Redbox, like many other companies, is working on a digital transformation journey; modernizing and moving legacy systems out of it’s data center and into the cloud. In addition to application modernization and migration, Redbox is continuing to building out and enhance it’s new streaming platform — Redbox On Demand.

Tackling both legacy migrations and new additions/changes at the same time is difficult and sometimes results in a perfect storm chaos. In addition, we had to adapt and ensure our platform was stable and able to accommodate a large increase in traffic due to the pandemic. Aside from all the technical challenges we faced, we (along with the rest of the world) had to fundamentally change how we communicate, work together, and support one another during the global pandemic of 2020. Talk about a stressful migration!

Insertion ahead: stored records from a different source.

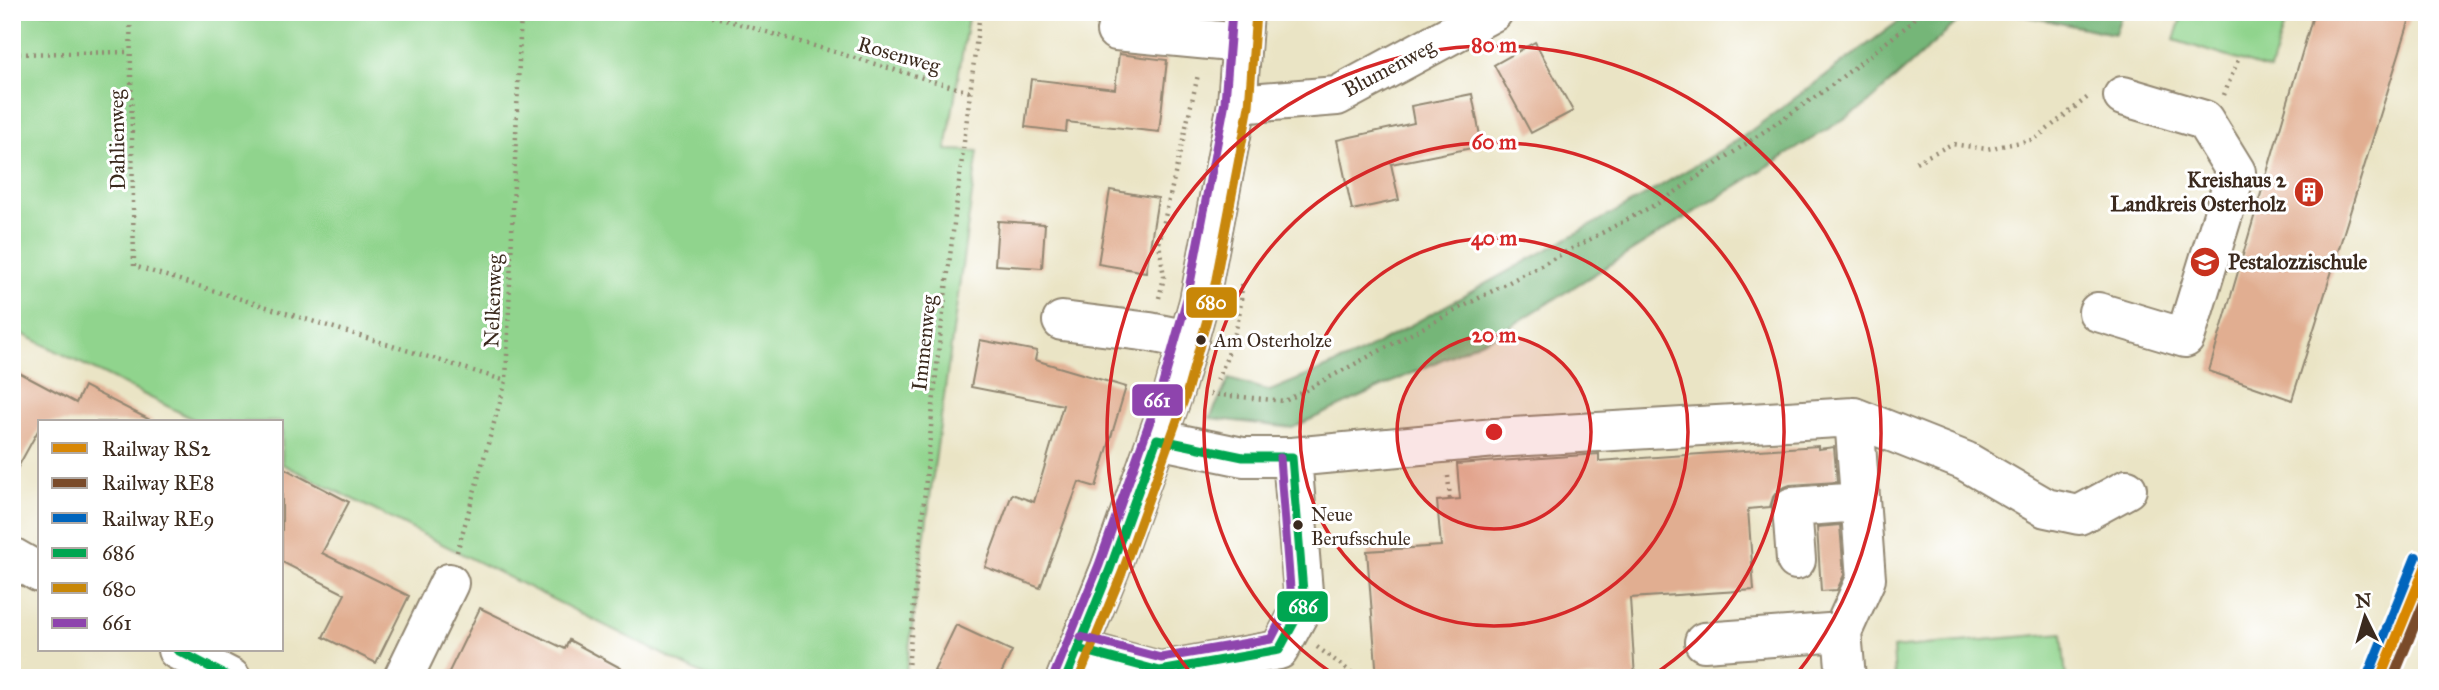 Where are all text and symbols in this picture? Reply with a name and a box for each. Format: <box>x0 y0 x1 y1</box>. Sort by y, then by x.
street label: Rosenweg <box>855 31 944 79</box>
text: 80 m <box>1471 32 1517 58</box>
street label: Blumenweg <box>1339 33 1440 103</box>
street label: Dahlienweg <box>103 89 131 190</box>
text: 60 m <box>1471 129 1517 155</box>
place label: Kreishaus 2 Landkreis Osterholz <box>2110 167 2287 217</box>
building icon: Kreishaus 2 Landkreis Osterholz <box>2292 175 2326 209</box>
text: 40 m <box>1471 225 1517 251</box>
school or university icon: Pestalozzischule <box>2188 245 2222 279</box>
place label: Pestalozzischule <box>2228 249 2368 275</box>
street label: Nelkenweg <box>478 254 508 348</box>
line badge: 680 <box>1185 286 1238 319</box>
text: 680 <box>1196 291 1226 314</box>
street label: Immenweg <box>906 294 942 392</box>
text: 20 m <box>1472 322 1517 348</box>
place label: Am Osterholze <box>1213 329 1332 352</box>
marker: Am Osterholze <box>1194 333 1208 347</box>
line badge: 661 <box>1131 383 1184 417</box>
text: 661 <box>1144 389 1171 412</box>
legend <box>38 420 284 652</box>
centre of rings <box>1482 420 1506 444</box>
text: Railway RS2 <box>102 436 211 462</box>
text: Railway RE8 <box>102 470 215 496</box>
place label: Neue Berufsschule <box>1311 503 1411 550</box>
text: Railway RE9 <box>102 506 215 532</box>
marker: Neue Berufsschule <box>1291 518 1305 532</box>
text: 686 <box>102 540 136 566</box>
text: 680 <box>102 576 136 602</box>
north arrow <box>2330 582 2400 652</box>
text: N <box>2355 588 2373 613</box>
line badge: 686 <box>1276 590 1329 623</box>
text: 686 <box>1288 595 1319 618</box>
text: 661 <box>102 610 132 636</box>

At Redbox, we aim to avoid “lifting-and-shifting” to the cloud; this means taking the time to modernize legacy applications to be “cloud native” wherever possible and where it makes sense. That being said, as other companies undergoing a digital transformation know (or will painfully learn) you can’t simply forklift all code in a single go. Every team and system has their own set of problems and restrictions; resulting in many parallel tracks and conflicting timelines. To make everything come together, we needed to find a solution that enabled us to integrate with both our existing backend services as well as our new APIs.

Enter GraphQL

In a previous article, we talked about why we chose GraphQL. It was seen as an excellent long-term approach for our platform; one that would give our teams far more flexible ways to ask for data as well as give us a more unified/standard approach to security, metadata, and performance to enable different teams to produce different APIs.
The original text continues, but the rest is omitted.